* _Exercise aim_: The lines needed are those below that contain the word "lane"; copy each one.

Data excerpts
[Start of section]

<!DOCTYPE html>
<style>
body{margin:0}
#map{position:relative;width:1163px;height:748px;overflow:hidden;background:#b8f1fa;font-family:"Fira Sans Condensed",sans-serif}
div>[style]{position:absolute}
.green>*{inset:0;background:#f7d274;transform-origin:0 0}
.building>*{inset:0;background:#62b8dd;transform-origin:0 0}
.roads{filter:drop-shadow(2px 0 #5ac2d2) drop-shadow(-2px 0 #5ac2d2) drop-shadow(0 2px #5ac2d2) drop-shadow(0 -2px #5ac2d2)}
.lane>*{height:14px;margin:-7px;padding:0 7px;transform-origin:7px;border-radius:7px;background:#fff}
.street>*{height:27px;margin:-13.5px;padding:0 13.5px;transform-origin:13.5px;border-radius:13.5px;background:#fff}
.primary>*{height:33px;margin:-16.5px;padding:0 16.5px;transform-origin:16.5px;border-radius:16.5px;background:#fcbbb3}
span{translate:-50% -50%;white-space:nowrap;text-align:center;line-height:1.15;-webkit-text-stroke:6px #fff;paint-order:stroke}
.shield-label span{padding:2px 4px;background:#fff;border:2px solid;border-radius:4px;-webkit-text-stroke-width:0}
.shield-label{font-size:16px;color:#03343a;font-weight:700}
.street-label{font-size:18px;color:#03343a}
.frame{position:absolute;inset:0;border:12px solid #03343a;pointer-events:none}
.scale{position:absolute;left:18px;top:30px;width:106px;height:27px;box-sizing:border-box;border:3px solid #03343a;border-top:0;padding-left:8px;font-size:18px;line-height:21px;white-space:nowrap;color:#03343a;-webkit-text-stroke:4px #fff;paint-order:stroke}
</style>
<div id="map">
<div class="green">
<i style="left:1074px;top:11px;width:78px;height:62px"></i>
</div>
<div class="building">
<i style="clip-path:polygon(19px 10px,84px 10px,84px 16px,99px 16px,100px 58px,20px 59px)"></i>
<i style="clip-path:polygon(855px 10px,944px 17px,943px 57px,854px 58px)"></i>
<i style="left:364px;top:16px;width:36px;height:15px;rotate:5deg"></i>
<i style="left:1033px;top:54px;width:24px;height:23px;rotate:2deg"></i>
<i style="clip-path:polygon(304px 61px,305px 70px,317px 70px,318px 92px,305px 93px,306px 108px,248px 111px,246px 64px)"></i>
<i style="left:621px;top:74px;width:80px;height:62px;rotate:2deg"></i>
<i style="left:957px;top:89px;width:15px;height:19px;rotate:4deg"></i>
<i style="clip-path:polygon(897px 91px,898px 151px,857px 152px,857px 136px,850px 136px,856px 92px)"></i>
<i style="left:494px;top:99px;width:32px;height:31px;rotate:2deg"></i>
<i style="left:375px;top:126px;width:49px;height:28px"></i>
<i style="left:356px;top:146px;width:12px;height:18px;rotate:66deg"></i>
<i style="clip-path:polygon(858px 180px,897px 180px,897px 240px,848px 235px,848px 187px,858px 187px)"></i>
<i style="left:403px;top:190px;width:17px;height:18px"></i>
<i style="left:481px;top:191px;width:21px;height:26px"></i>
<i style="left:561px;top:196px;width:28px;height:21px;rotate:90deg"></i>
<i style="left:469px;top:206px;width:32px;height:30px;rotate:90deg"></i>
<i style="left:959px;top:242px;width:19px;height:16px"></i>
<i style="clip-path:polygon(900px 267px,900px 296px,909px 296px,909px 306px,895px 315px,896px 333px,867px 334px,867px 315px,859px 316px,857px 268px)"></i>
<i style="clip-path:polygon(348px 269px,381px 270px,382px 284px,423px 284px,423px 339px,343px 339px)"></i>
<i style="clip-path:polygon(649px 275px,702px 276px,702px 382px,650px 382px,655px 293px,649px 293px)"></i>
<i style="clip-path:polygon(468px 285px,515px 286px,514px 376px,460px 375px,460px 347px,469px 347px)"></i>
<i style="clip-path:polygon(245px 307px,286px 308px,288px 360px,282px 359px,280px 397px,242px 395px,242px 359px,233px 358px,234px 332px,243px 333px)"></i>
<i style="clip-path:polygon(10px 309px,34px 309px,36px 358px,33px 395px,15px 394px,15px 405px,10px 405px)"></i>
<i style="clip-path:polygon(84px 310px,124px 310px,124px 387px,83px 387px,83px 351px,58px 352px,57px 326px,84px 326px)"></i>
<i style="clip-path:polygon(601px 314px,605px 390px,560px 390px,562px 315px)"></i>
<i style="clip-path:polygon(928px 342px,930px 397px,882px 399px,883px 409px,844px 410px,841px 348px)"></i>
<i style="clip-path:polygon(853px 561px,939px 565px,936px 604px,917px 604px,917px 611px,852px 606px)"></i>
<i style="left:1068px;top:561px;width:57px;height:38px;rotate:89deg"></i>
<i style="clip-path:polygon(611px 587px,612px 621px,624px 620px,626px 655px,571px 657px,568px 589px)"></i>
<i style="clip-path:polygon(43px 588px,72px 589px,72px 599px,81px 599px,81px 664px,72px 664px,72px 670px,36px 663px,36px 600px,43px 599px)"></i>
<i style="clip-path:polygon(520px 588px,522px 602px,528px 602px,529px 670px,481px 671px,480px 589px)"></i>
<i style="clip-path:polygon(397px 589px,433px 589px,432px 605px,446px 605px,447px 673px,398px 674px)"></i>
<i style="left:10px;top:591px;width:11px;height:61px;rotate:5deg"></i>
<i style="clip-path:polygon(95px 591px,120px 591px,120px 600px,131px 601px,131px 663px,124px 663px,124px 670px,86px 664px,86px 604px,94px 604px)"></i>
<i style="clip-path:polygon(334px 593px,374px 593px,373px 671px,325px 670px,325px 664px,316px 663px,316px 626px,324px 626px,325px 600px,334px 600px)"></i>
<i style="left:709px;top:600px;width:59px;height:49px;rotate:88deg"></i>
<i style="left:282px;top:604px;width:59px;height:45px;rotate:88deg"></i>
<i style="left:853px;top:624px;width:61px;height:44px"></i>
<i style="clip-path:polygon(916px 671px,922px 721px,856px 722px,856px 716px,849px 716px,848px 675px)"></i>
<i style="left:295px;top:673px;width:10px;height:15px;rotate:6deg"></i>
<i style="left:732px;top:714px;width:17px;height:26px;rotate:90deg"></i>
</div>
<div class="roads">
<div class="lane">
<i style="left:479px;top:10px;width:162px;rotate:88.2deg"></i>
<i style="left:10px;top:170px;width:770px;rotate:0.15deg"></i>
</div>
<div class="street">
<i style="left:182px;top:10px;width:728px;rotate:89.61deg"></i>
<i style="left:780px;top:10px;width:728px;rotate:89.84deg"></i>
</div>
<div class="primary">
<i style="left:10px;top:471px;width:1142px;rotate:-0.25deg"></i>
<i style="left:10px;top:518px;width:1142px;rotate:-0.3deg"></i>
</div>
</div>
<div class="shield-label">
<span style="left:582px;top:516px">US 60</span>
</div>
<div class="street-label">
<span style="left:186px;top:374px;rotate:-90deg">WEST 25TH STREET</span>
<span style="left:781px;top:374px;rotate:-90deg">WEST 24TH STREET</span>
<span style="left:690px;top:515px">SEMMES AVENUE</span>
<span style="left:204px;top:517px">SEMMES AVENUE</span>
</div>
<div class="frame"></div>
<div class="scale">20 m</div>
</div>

[End of section]

* _Answer to this task_:
.lane>*{height:14px;margin:-7px;padding:0 7px;transform-origin:7px;border-radius:7px;background:#fff}
<div class="lane">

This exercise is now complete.